▶ _WHAT NEEDS TO BE DONE_
Give back every line of the data below exactly.

▶ _DATASET EXTRACT_
────────────────────
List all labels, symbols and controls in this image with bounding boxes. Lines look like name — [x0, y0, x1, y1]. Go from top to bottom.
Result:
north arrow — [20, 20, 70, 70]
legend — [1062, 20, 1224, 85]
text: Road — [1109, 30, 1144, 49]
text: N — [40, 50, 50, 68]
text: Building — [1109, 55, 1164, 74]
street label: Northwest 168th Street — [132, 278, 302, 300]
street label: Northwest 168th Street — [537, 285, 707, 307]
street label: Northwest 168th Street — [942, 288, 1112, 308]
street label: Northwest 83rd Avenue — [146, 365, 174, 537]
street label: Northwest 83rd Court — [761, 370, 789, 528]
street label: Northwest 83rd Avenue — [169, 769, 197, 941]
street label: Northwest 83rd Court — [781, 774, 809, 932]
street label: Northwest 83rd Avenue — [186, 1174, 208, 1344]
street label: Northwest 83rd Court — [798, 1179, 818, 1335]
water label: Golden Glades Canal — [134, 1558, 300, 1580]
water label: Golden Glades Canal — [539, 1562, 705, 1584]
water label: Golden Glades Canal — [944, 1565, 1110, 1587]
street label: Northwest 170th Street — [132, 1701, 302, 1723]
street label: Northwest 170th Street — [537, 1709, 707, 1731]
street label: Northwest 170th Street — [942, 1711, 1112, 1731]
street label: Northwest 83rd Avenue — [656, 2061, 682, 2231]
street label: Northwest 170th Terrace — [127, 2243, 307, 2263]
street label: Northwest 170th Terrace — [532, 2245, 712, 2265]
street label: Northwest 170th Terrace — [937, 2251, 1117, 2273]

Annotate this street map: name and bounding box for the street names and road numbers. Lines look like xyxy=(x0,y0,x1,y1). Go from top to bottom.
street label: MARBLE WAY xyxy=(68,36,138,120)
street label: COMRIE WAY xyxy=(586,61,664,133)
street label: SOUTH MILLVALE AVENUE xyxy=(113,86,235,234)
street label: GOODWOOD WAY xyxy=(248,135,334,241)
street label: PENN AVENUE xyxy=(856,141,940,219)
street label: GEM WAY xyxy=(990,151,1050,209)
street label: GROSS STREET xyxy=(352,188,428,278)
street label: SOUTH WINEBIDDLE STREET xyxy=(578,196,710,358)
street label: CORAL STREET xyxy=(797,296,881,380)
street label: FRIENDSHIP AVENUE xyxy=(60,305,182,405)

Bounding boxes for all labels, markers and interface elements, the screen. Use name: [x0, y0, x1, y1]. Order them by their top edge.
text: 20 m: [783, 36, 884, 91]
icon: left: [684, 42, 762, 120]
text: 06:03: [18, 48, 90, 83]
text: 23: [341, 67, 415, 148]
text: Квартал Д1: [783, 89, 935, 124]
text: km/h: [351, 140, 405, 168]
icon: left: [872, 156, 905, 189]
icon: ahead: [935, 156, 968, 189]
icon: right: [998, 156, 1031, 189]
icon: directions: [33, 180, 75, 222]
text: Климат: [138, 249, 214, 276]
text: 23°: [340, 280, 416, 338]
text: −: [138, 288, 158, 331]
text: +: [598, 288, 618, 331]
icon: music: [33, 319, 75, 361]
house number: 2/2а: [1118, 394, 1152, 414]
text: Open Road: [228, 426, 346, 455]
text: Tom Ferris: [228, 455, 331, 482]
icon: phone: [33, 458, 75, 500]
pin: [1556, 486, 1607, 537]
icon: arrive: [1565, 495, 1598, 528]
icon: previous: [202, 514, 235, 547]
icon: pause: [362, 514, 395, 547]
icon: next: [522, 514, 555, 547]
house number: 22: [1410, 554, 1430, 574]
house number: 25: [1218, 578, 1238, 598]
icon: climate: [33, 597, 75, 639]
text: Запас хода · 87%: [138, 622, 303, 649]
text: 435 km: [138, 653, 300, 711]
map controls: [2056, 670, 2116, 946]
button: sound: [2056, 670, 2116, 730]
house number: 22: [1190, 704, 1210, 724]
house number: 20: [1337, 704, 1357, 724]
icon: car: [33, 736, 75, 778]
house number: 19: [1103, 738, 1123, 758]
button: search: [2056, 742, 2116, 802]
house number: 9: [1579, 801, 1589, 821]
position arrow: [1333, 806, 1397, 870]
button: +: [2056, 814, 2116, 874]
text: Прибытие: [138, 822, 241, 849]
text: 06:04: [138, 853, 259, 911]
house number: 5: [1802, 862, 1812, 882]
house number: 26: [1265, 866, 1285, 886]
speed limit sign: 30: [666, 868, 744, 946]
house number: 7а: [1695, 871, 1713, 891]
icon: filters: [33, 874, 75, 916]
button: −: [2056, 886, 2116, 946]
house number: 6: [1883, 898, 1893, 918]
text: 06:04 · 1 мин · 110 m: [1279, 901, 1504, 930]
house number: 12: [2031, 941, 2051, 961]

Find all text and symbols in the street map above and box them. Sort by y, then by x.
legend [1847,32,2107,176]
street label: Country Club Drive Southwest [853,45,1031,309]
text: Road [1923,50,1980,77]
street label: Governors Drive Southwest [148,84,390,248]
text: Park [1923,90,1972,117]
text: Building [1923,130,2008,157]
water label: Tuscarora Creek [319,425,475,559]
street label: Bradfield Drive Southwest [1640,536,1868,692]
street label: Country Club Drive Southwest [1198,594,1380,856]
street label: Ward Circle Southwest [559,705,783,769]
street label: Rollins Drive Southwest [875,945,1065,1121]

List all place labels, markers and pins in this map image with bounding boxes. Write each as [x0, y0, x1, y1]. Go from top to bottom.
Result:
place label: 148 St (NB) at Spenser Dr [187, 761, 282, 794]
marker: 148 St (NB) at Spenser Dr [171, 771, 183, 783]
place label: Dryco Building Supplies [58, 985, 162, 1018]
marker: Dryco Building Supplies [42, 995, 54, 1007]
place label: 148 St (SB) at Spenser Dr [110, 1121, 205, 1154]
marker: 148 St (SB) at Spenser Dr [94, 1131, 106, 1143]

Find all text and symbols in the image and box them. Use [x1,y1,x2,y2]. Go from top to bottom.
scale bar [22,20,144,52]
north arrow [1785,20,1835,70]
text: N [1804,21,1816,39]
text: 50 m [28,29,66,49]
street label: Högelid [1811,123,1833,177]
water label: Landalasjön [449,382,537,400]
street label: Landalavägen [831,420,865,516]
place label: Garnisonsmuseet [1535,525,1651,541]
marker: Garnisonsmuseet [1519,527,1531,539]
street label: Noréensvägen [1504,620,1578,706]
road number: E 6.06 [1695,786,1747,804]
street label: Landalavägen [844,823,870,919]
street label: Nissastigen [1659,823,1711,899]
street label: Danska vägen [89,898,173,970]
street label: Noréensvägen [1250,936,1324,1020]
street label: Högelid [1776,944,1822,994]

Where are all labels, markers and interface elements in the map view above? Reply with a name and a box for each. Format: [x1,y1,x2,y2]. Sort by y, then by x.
────────────────────
▶ _ANSWER SPACE_
List all labels, symbols and controls in this image with bounding boxes. Lines look like name — [x0, y0, x1, y1]. Go from top to bottom.
Result:
north arrow — [20, 20, 70, 70]
legend — [1062, 20, 1224, 85]
text: Road — [1109, 30, 1144, 49]
text: N — [40, 50, 50, 68]
text: Building — [1109, 55, 1164, 74]
street label: Northwest 168th Street — [132, 278, 302, 300]
street label: Northwest 168th Street — [537, 285, 707, 307]
street label: Northwest 168th Street — [942, 288, 1112, 308]
street label: Northwest 83rd Avenue — [146, 365, 174, 537]
street label: Northwest 83rd Court — [761, 370, 789, 528]
street label: Northwest 83rd Avenue — [169, 769, 197, 941]
street label: Northwest 83rd Court — [781, 774, 809, 932]
street label: Northwest 83rd Avenue — [186, 1174, 208, 1344]
street label: Northwest 83rd Court — [798, 1179, 818, 1335]
water label: Golden Glades Canal — [134, 1558, 300, 1580]
water label: Golden Glades Canal — [539, 1562, 705, 1584]
water label: Golden Glades Canal — [944, 1565, 1110, 1587]
street label: Northwest 170th Street — [132, 1701, 302, 1723]
street label: Northwest 170th Street — [537, 1709, 707, 1731]
street label: Northwest 170th Street — [942, 1711, 1112, 1731]
street label: Northwest 83rd Avenue — [656, 2061, 682, 2231]
street label: Northwest 170th Terrace — [127, 2243, 307, 2263]
street label: Northwest 170th Terrace — [532, 2245, 712, 2265]
street label: Northwest 170th Terrace — [937, 2251, 1117, 2273]

Annotate this street map: name and bounding box for the street names and road numbers. Lines look like xyxy=(x0,y0,x1,y1). Go from top to bottom.
street label: MARBLE WAY xyxy=(68,36,138,120)
street label: COMRIE WAY xyxy=(586,61,664,133)
street label: SOUTH MILLVALE AVENUE xyxy=(113,86,235,234)
street label: GOODWOOD WAY xyxy=(248,135,334,241)
street label: PENN AVENUE xyxy=(856,141,940,219)
street label: GEM WAY xyxy=(990,151,1050,209)
street label: GROSS STREET xyxy=(352,188,428,278)
street label: SOUTH WINEBIDDLE STREET xyxy=(578,196,710,358)
street label: CORAL STREET xyxy=(797,296,881,380)
street label: FRIENDSHIP AVENUE xyxy=(60,305,182,405)

Bounding boxes for all labels, markers and interface elements, the screen. Use name: [x0, y0, x1, y1]. Order them by their top edge.
text: 20 m: [783, 36, 884, 91]
icon: left: [684, 42, 762, 120]
text: 06:03: [18, 48, 90, 83]
text: 23: [341, 67, 415, 148]
text: Квартал Д1: [783, 89, 935, 124]
text: km/h: [351, 140, 405, 168]
icon: left: [872, 156, 905, 189]
icon: ahead: [935, 156, 968, 189]
icon: right: [998, 156, 1031, 189]
icon: directions: [33, 180, 75, 222]
text: Климат: [138, 249, 214, 276]
text: 23°: [340, 280, 416, 338]
text: −: [138, 288, 158, 331]
text: +: [598, 288, 618, 331]
icon: music: [33, 319, 75, 361]
house number: 2/2а: [1118, 394, 1152, 414]
text: Open Road: [228, 426, 346, 455]
text: Tom Ferris: [228, 455, 331, 482]
icon: phone: [33, 458, 75, 500]
pin: [1556, 486, 1607, 537]
icon: arrive: [1565, 495, 1598, 528]
icon: previous: [202, 514, 235, 547]
icon: pause: [362, 514, 395, 547]
icon: next: [522, 514, 555, 547]
house number: 22: [1410, 554, 1430, 574]
house number: 25: [1218, 578, 1238, 598]
icon: climate: [33, 597, 75, 639]
text: Запас хода · 87%: [138, 622, 303, 649]
text: 435 km: [138, 653, 300, 711]
map controls: [2056, 670, 2116, 946]
button: sound: [2056, 670, 2116, 730]
house number: 22: [1190, 704, 1210, 724]
house number: 20: [1337, 704, 1357, 724]
icon: car: [33, 736, 75, 778]
house number: 19: [1103, 738, 1123, 758]
button: search: [2056, 742, 2116, 802]
house number: 9: [1579, 801, 1589, 821]
position arrow: [1333, 806, 1397, 870]
button: +: [2056, 814, 2116, 874]
text: Прибытие: [138, 822, 241, 849]
text: 06:04: [138, 853, 259, 911]
house number: 5: [1802, 862, 1812, 882]
house number: 26: [1265, 866, 1285, 886]
speed limit sign: 30: [666, 868, 744, 946]
house number: 7а: [1695, 871, 1713, 891]
icon: filters: [33, 874, 75, 916]
button: −: [2056, 886, 2116, 946]
house number: 6: [1883, 898, 1893, 918]
text: 06:04 · 1 мин · 110 m: [1279, 901, 1504, 930]
house number: 12: [2031, 941, 2051, 961]

Find all text and symbols in the street map above and box them. Sort by y, then by x.
legend [1847,32,2107,176]
street label: Country Club Drive Southwest [853,45,1031,309]
text: Road [1923,50,1980,77]
street label: Governors Drive Southwest [148,84,390,248]
text: Park [1923,90,1972,117]
text: Building [1923,130,2008,157]
water label: Tuscarora Creek [319,425,475,559]
street label: Bradfield Drive Southwest [1640,536,1868,692]
street label: Country Club Drive Southwest [1198,594,1380,856]
street label: Ward Circle Southwest [559,705,783,769]
street label: Rollins Drive Southwest [875,945,1065,1121]

List all place labels, markers and pins in this map image with bounding boxes. Write each as [x0, y0, x1, y1]. Go from top to bottom.
Result:
place label: 148 St (NB) at Spenser Dr [187, 761, 282, 794]
marker: 148 St (NB) at Spenser Dr [171, 771, 183, 783]
place label: Dryco Building Supplies [58, 985, 162, 1018]
marker: Dryco Building Supplies [42, 995, 54, 1007]
place label: 148 St (SB) at Spenser Dr [110, 1121, 205, 1154]
marker: 148 St (SB) at Spenser Dr [94, 1131, 106, 1143]

Find all text and symbols in the image and box them. Use [x1,y1,x2,y2]. Go from top to bottom.
scale bar [22,20,144,52]
north arrow [1785,20,1835,70]
text: N [1804,21,1816,39]
text: 50 m [28,29,66,49]
street label: Högelid [1811,123,1833,177]
water label: Landalasjön [449,382,537,400]
street label: Landalavägen [831,420,865,516]
place label: Garnisonsmuseet [1535,525,1651,541]
marker: Garnisonsmuseet [1519,527,1531,539]
street label: Noréensvägen [1504,620,1578,706]
road number: E 6.06 [1695,786,1747,804]
street label: Landalavägen [844,823,870,919]
street label: Nissastigen [1659,823,1711,899]
street label: Danska vägen [89,898,173,970]
street label: Noréensvägen [1250,936,1324,1020]
street label: Högelid [1776,944,1822,994]

Where are all labels, markers and interface elements in the map view above? Reply with a name and a box for each. Format: [x1,y1,x2,y2]. Sort by y, then by x.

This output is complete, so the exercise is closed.